Virgin Media Three
- Country: Ireland
- Network: Virgin Media Television

Programming
- Language: English
- Picture format: 1080i HDTV (downscaled to 16:9 576i for the SDTV feed)

Ownership
- Owner: Virgin Media Ireland
- Sister channels: Virgin Media One Virgin Media Two Virgin Media Four

History
- Launched: 1 January 2015; 11 years ago (as UTV Ireland)
- Former names: UTV Ireland (2015–2017) be3 (2017–2018)

Availability

Terrestrial
- Saorview: Channel 6

Streaming media
- Virgin TV Anywhere: Watch live (Ireland only)
- Virgin Media Play: Watch live (Ireland only)

= Virgin Media Three =

Irish television channel

Virgin Media Three, also called Virgin Three, is an Irish free-to-air television channel owned by Virgin Media Television.

The channel was first launched by Northern Irish broadcaster UTV Media on 1 January 2015 as UTV Ireland; it primarily carried programmes licensed from British broadcaster ITV, along with some local news and lifestyle programmes. In July 2016, after ITV plc acquired UTV's television business and ITV franchise, UTV Ireland was sold to Virgin Media Ireland and merged into its TV3 division; it was rebranded as be3 on 9 January 2017, which primarily focuses on programmes targeting women.

==History==
===UTV Ireland===

UTV Ireland logo (1 January 2015 – 8 January 2017)

On 6 November 2013, UTV Media—owner of UTV, the Northern Ireland franchise of UK television network ITV—announced that it had submitted a proposal to the Broadcasting Authority of Ireland (BAI) to operate a channel in the Republic of Ireland known as UTV Ireland. Ahead of the announcement, UTV reached an agreement to acquire the Republic of Ireland broadcast rights to several key ITV programmes from ITV Studios, including Coronation Street and Emmerdale—replacing TV3; pending regulatory approval, UTV planned to launch the new channel by early-2015.' UTV planned to have a national news service at launch, leveraging resources from its radio stations in the Republic. It planned to employ around 100 people, with 30 of these jobs being based around the country.

TV3's CEO David McRedmond remarked that losing rights to ITV's soaps to UTV Ireland would allow it to reallocate their cost towards domestic programmes. Nevertheless, in January 2014 The Sunday Times reported that TV3 had launched a lobbying campaign opposing UTV's license proposal. On 27 February 2014, the BAI approved UTV's license proposal. On 29 April 2014, Mary Curtis became UTV Ireland's first chief. On 1 December 2014, UTV Ireland was granted Public Service Status by Minister for Communications Alex White, allowing it to appear on Saorview.

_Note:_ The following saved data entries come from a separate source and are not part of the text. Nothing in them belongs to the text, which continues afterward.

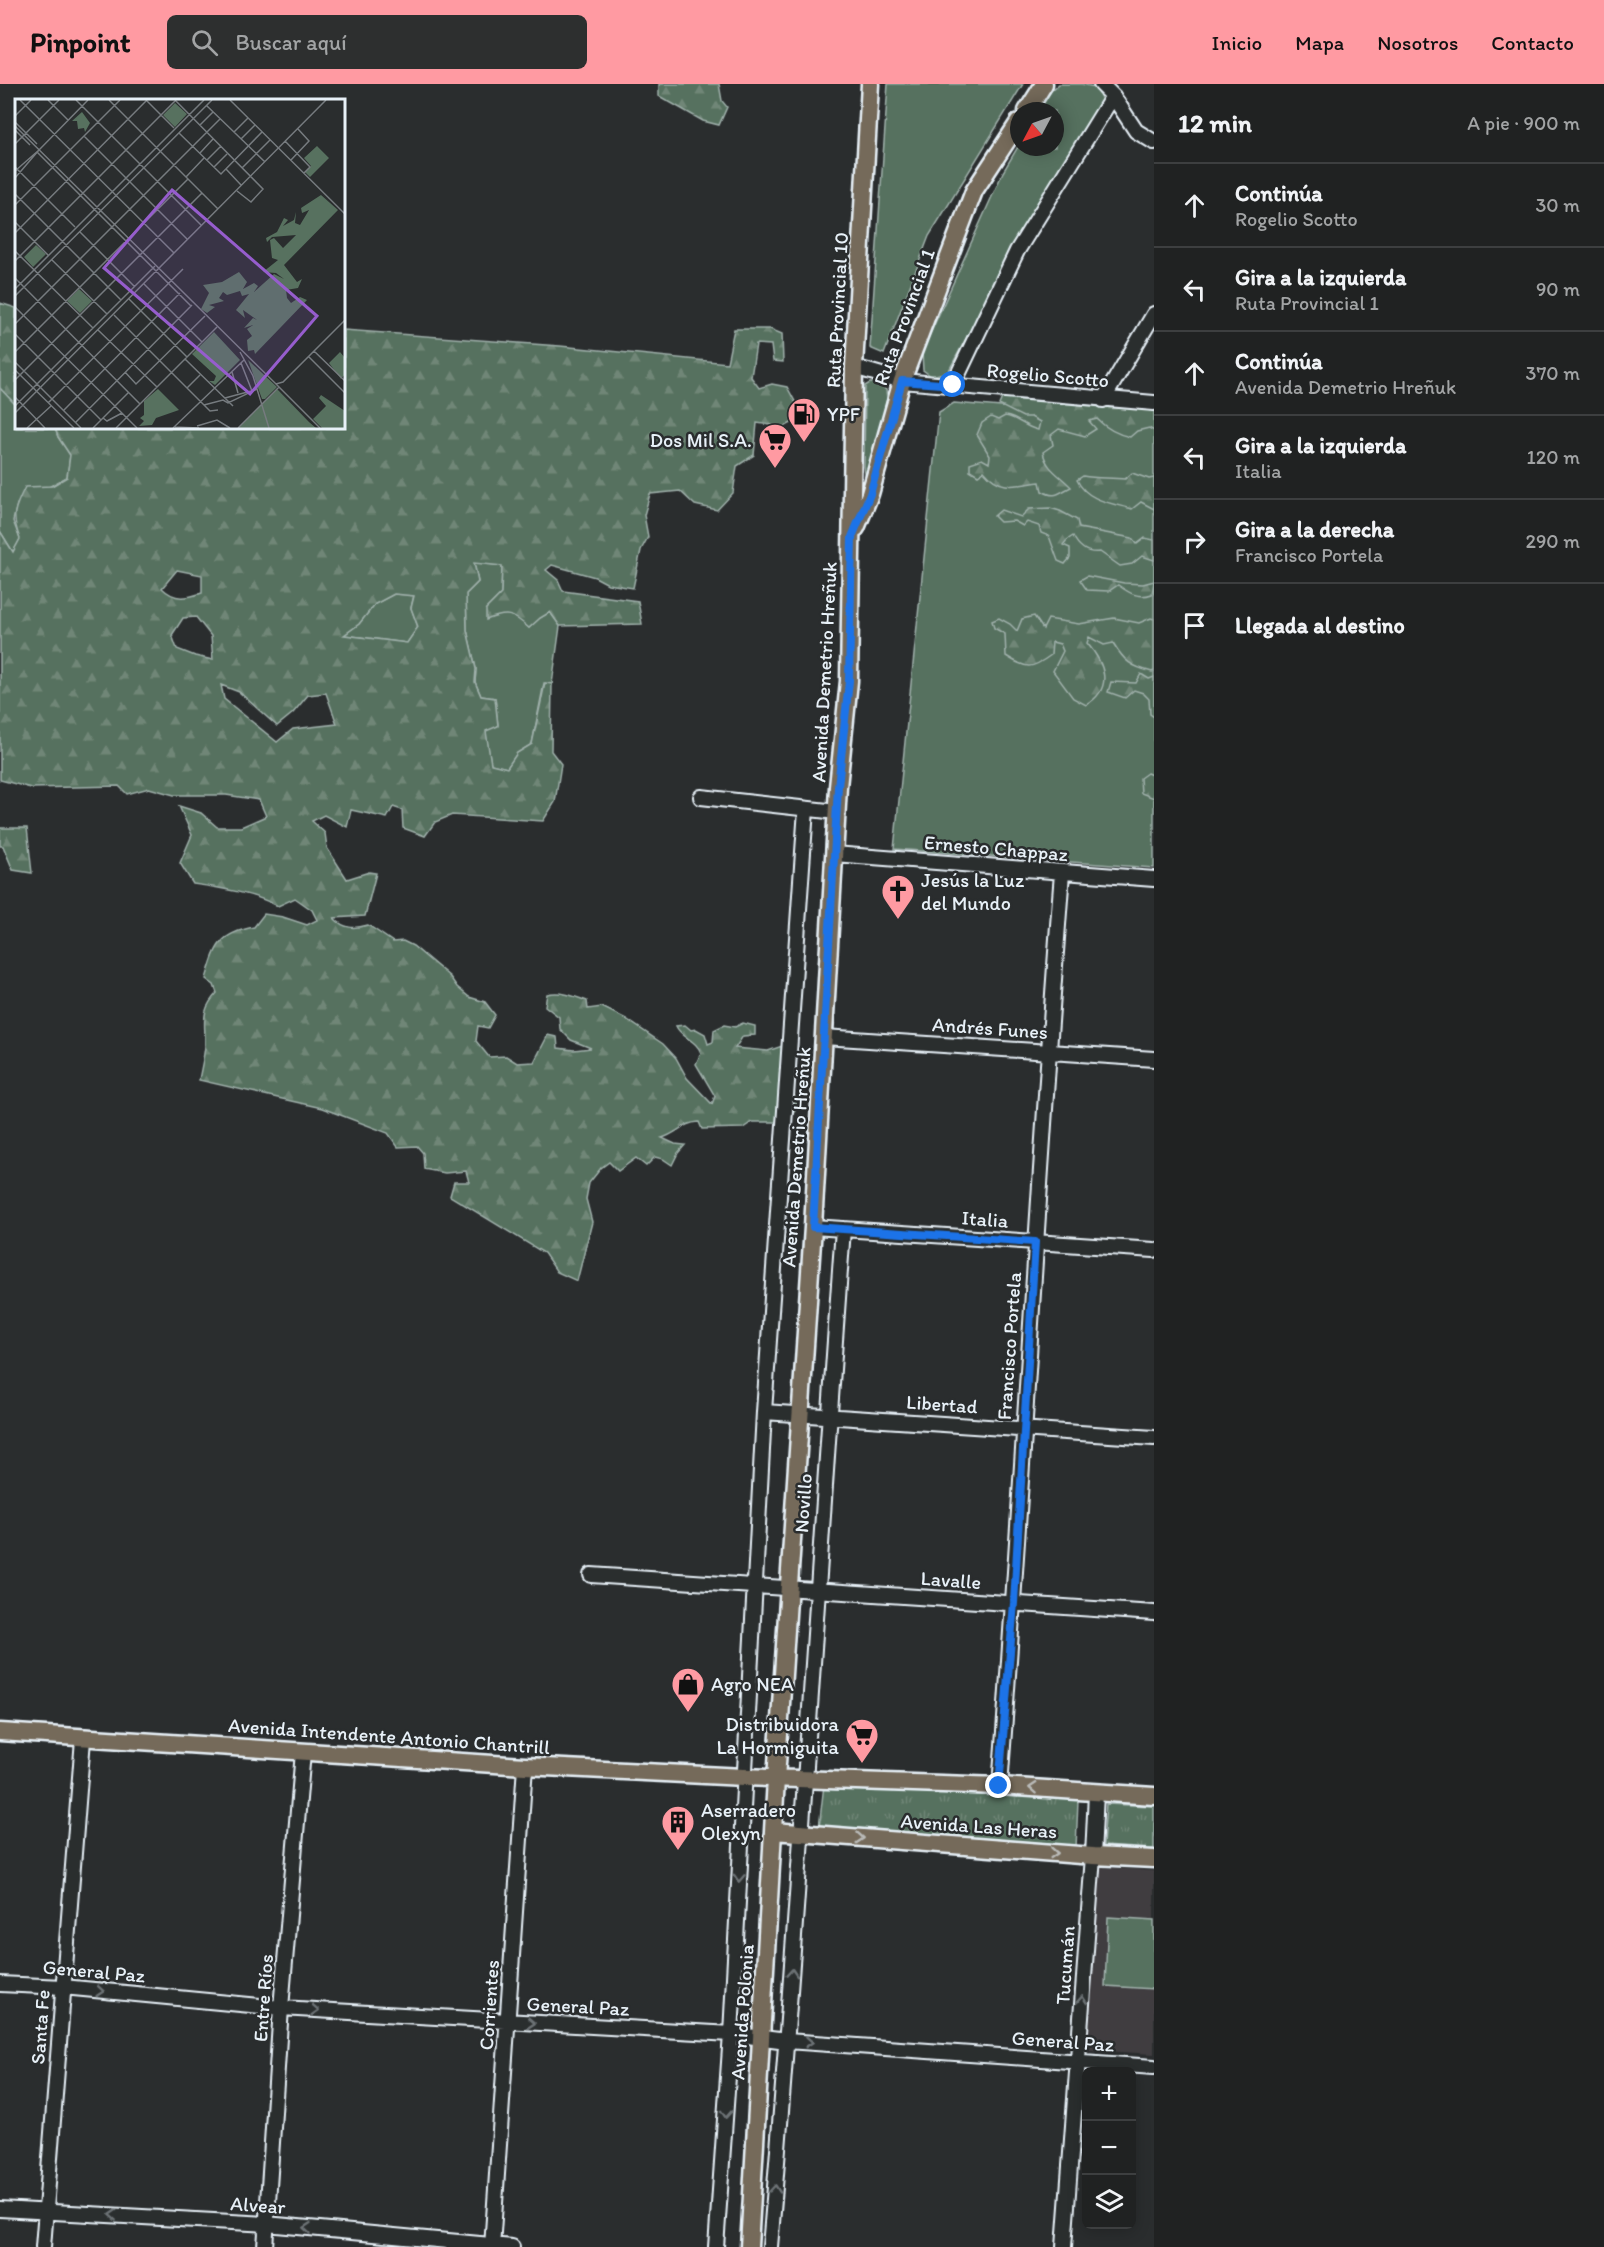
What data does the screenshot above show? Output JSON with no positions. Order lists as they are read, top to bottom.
{
  "streets": {
    "main road": [
      "Ruta Provincial 10",
      "Ruta Provincial 1",
      "Avenida Demetrio Hreñuk",
      "Avenida Intendente Antonio Chantrill",
      "Avenida Las Heras",
      "Avenida Polonia"
    ],
    "street": [
      "Rogelio Scotto",
      "Ernesto Chappaz",
      "Andrés Funes",
      "Italia",
      "Francisco Portela",
      "Libertad",
      "Novillo",
      "Lavalle",
      "Tucumán",
      "General Paz",
      "Entre Ríos",
      "Corrientes",
      "Santa Fe",
      "Alvear"
    ]
  },
  "crossings": [
    ["Ruta Provincial 10", "Ruta Provincial 1"],
    ["Ruta Provincial 10", "Rogelio Scotto"],
    ["Ruta Provincial 10", "Avenida Demetrio Hreñuk"],
    ["Ruta Provincial 1", "Rogelio Scotto"],
    ["Ruta Provincial 1", "Avenida Demetrio Hreñuk"],
    ["Avenida Demetrio Hreñuk", "Ernesto Chappaz"],
    ["Avenida Demetrio Hreñuk", "Andrés Funes"],
    ["Avenida Demetrio Hreñuk", "Italia"],
    ["Avenida Demetrio Hreñuk", "Libertad"],
    ["Avenida Demetrio Hreñuk", "Lavalle"],
    ["Avenida Demetrio Hreñuk", "Avenida Intendente Antonio Chantrill"],
    ["Avenida Demetrio Hreñuk", "Avenida Las Heras"],
    ["Avenida Demetrio Hreñuk", "Avenida Polonia"],
    ["Ernesto Chappaz", "Francisco Portela"],
    ["Andrés Funes", "Francisco Portela"],
    ["Italia", "Francisco Portela"],
    ["Italia", "Novillo"],
    ["Francisco Portela", "Libertad"],
    ["Francisco Portela", "Lavalle"],
    ["Francisco Portela", "Avenida Las Heras"],
    ["Libertad", "Novillo"],
    ["Novillo", "Lavalle"],
    ["Novillo", "Avenida Las Heras"],
    ["Avenida Intendente Antonio Chantrill", "Avenida Las Heras"],
    ["Avenida Intendente Antonio Chantrill", "Entre Ríos"],
    ["Avenida Intendente Antonio Chantrill", "Corrientes"],
    ["Avenida Intendente Antonio Chantrill", "Avenida Polonia"],
    ["Avenida Intendente Antonio Chantrill", "Santa Fe"],
    ["Avenida Las Heras", "Tucumán"],
    ["Avenida Las Heras", "Avenida Polonia"],
    ["Tucumán", "General Paz"],
    ["General Paz", "Entre Ríos"],
    ["General Paz", "Corrientes"],
    ["General Paz", "Avenida Polonia"],
    ["General Paz", "Santa Fe"],
    ["Entre Ríos", "Alvear"],
    ["Corrientes", "Alvear"],
    ["Santa Fe", "Alvear"]
  ],
  "one_way": ["Tucumán", "General Paz", "Alvear"],
  "places": {
    "fuel station": ["YPF"],
    "supermarket": ["Dos Mil S.A.", "Distribuidora La Hormiguita"],
    "church": ["Jesús la Luz del Mundo"],
    "shop": ["Agro NEA"],
    "building": ["Aserradero Olexyn"]
  },
  "north": "bottom left",
  "page": {
    "header": "Pinpoint",
    "search": "Buscar aquí",
    "nav": [
      "Inicio",
      "Mapa",
      "Nosotros",
      "Contacto"
    ],
    "heading": ["12 min", "A pie · 900 m"],
    "list": [
      ["Continúa", "Rogelio Scotto", "30 m"],
      ["Gira a la izquierda", "Ruta Provincial 1", "90 m"],
      ["Continúa", "Avenida Demetrio Hreñuk", "370 m"],
      ["Gira a la izquierda", "Italia", "120 m"],
      ["Gira a la derecha", "Francisco Portela", "290 m"],
      "Llegada al destino"
    ],
    "map_buttons": ["+", "−"]
  }
}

UTV Ireland launched at 7:25 p.m. on 1 January 2015; its opening night of programmes featured a New Year's Day-themed launch special, Out with the Old — In with the U, which was hosted by veteran personality Pat Kenny and featured appearances by Hozier, Tommy Bowe, and other network personalities. Five days later, the channel launched its national news service, Ireland Live.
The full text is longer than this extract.